Google releases Dart 1.0, says language is ready for Web  - cmulligan
http://sdt.bz/content/article.aspx?ArticleID=66370&page=1
======
jgon
I am pretty excited about this. I have been using Dart since it was announced
and the only downside I have experienced so far was that I had to rewrite half
my code every two weeks as the language changed, although this was entirely
expected.

Now that the language is a stable target I am really looking forward to seeing
what sorts of libraries can come forward and also how performance can improve
using the VM on the server side.

Warning: The rest of this comment is somewhat controversial and speculative.
Feel free to skip it if that is not what you want.

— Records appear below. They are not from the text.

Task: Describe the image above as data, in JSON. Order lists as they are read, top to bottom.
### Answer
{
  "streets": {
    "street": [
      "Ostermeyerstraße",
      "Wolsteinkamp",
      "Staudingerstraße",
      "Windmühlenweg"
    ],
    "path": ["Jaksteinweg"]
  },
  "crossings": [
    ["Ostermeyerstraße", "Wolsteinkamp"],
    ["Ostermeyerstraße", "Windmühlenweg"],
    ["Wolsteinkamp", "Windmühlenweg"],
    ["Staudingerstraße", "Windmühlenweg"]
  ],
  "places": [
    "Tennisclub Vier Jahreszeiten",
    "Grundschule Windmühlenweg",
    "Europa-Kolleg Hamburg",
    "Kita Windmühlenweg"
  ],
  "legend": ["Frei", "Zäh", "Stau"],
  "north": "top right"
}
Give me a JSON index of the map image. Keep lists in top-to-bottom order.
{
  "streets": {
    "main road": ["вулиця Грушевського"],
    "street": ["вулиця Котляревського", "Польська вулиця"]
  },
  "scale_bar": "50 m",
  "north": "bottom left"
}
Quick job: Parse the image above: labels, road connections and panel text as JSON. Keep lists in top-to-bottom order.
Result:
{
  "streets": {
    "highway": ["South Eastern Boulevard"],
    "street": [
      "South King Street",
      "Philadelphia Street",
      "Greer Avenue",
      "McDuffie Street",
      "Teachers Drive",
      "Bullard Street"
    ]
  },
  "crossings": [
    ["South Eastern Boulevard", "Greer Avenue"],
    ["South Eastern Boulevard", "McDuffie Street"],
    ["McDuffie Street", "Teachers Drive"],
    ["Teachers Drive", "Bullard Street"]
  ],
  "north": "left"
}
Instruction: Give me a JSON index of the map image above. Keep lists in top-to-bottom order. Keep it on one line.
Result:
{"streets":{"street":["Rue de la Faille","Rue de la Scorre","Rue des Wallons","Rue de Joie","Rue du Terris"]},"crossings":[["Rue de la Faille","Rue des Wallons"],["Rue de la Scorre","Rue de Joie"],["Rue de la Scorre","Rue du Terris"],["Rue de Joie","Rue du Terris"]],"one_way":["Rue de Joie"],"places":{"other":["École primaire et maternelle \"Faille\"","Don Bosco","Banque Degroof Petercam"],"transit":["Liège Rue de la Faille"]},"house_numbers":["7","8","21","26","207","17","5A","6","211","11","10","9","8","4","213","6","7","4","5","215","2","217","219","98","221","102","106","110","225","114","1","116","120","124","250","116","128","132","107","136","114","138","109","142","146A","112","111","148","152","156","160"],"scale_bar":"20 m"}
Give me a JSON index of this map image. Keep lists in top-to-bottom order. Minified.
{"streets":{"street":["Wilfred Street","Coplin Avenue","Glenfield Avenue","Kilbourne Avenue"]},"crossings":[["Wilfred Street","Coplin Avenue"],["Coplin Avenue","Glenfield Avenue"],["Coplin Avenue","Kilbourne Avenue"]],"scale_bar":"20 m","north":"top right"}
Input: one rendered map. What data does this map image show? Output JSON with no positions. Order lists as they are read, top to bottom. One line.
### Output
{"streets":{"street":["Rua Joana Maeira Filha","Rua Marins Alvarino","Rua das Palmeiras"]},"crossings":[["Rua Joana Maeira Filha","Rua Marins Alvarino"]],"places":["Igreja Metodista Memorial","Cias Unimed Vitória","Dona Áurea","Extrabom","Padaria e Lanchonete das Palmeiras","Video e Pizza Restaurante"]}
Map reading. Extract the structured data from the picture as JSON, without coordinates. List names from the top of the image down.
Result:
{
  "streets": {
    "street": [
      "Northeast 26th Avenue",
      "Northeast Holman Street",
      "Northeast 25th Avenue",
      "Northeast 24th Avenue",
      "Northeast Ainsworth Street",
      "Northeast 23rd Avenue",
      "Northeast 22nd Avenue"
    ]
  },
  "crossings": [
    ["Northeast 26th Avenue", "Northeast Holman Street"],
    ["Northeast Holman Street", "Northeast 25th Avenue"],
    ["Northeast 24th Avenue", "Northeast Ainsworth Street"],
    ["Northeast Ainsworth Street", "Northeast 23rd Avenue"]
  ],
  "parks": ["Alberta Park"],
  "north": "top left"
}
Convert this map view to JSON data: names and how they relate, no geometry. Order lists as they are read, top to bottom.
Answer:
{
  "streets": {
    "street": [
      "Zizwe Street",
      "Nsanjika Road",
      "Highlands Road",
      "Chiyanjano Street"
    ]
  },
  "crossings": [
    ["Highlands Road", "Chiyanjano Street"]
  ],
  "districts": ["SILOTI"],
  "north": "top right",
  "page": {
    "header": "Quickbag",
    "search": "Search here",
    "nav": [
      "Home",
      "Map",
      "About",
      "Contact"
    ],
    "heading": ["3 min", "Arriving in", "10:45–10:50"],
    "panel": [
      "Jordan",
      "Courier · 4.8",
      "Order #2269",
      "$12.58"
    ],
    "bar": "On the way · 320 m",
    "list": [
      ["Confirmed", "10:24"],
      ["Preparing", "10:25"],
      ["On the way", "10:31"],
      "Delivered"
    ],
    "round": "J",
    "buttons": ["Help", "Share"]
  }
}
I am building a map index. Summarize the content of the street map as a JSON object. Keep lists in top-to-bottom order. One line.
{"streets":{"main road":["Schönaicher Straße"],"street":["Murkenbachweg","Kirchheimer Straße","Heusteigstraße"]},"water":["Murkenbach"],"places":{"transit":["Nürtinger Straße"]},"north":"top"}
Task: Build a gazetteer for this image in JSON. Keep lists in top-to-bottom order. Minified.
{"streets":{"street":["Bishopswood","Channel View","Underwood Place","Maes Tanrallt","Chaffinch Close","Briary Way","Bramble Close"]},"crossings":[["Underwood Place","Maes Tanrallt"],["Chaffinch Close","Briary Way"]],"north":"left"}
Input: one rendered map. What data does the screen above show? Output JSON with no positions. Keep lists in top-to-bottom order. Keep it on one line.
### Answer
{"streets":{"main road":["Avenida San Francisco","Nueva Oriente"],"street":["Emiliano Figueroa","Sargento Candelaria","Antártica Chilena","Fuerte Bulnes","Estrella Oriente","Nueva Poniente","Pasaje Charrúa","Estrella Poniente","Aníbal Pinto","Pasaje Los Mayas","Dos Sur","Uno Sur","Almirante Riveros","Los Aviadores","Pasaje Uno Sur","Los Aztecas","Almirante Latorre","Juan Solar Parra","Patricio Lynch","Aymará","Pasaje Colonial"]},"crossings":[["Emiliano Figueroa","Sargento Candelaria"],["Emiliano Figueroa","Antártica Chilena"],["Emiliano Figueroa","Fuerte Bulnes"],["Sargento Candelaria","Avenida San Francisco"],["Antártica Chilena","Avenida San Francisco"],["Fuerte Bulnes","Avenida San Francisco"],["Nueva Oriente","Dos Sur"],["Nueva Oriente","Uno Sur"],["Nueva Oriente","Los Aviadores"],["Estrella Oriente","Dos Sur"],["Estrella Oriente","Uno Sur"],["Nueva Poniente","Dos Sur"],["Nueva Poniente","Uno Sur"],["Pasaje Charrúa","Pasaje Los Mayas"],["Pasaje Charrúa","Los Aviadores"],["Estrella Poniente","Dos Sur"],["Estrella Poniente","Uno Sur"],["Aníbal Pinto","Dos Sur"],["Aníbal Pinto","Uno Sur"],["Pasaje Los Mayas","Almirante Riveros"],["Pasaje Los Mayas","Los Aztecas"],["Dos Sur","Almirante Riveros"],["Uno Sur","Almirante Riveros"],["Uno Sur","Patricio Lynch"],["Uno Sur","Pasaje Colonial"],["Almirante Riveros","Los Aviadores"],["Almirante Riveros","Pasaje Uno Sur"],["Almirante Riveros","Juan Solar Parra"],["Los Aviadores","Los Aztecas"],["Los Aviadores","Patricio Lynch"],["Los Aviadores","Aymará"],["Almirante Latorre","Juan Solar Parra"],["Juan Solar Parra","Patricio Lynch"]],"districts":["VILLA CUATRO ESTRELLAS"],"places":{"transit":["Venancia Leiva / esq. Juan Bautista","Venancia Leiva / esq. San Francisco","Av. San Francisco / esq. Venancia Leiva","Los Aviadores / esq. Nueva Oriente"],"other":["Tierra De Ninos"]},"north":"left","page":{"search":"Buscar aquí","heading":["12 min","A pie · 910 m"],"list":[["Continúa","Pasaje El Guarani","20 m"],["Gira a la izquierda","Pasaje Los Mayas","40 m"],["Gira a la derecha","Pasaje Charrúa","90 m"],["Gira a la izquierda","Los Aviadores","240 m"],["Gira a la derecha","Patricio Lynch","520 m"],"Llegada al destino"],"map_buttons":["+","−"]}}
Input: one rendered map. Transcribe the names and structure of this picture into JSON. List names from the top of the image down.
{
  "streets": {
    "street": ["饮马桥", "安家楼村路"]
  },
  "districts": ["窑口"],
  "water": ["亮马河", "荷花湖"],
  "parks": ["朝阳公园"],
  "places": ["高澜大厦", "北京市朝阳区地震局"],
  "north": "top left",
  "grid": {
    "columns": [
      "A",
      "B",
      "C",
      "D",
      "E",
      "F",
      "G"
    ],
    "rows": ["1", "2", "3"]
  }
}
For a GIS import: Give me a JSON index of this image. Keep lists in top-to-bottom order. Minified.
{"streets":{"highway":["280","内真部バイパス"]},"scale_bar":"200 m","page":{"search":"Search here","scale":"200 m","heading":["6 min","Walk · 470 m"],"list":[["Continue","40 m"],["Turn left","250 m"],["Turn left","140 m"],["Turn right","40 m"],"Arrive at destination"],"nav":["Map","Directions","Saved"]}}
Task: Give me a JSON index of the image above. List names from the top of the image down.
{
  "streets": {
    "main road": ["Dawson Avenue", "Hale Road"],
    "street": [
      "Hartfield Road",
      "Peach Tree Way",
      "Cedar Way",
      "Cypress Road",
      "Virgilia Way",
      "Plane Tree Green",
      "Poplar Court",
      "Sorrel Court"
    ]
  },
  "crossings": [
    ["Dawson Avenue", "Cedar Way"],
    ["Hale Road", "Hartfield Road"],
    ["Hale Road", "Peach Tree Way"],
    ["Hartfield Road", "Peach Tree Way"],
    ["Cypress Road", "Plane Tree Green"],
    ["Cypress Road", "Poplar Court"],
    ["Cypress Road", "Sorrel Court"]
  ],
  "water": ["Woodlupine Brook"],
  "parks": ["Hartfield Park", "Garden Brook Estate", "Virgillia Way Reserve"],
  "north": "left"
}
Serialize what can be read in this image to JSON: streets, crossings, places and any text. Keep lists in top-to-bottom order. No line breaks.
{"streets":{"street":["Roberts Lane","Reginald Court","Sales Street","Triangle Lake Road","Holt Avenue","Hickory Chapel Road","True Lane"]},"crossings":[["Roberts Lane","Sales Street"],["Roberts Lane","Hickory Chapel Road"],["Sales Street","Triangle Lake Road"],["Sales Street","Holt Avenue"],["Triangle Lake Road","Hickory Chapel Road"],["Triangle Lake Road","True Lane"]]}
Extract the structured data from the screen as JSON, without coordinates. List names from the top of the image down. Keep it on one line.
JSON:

In the bigger scheme of things I have somewhat conflicted feelings about Dart.
Google has been trying very hard over the last few years to kill whatever
positive feelings I had towards it for their open-source, open-web stance. A
million little things like dragging their feet on chrome/webkit prefixes,
google+ infiltrating everything, etc, etc have made me more appreciative than
ever for Firefox and Mozilla. But in the 2 years since Dart was announced it
has gone from a basic spec and vm to a fully functional and pretty great
language and vm, while Javascript has languished in committee as more slop is
packed in while the basics (numerical types, non-terrible type coercion) are
ignored. The current target is a late 2014 release date. How much further will
Dart and its VM be by then!?

I love Dart for what it lets me do right now, and for its commitment to
compiling to javascript so everyone can use it. But it's hard to trust that
google won't use it as some sort of competitive weapon in the future. And so I
am stuck, wanting to support the open web, while being unable to stand the
leap back in time and productivity that is developing in Javascript.

I guess the only thing to do is focus on getting things done in the here and
now and let the future take care of itself. And right here and now Dart is a
pretty compelling package.

------
tdees40
Is anyone using Dart in production? I'm not really a front-end guy so I don't
keep as up to date, but it seems like this hasn't made much of a splash.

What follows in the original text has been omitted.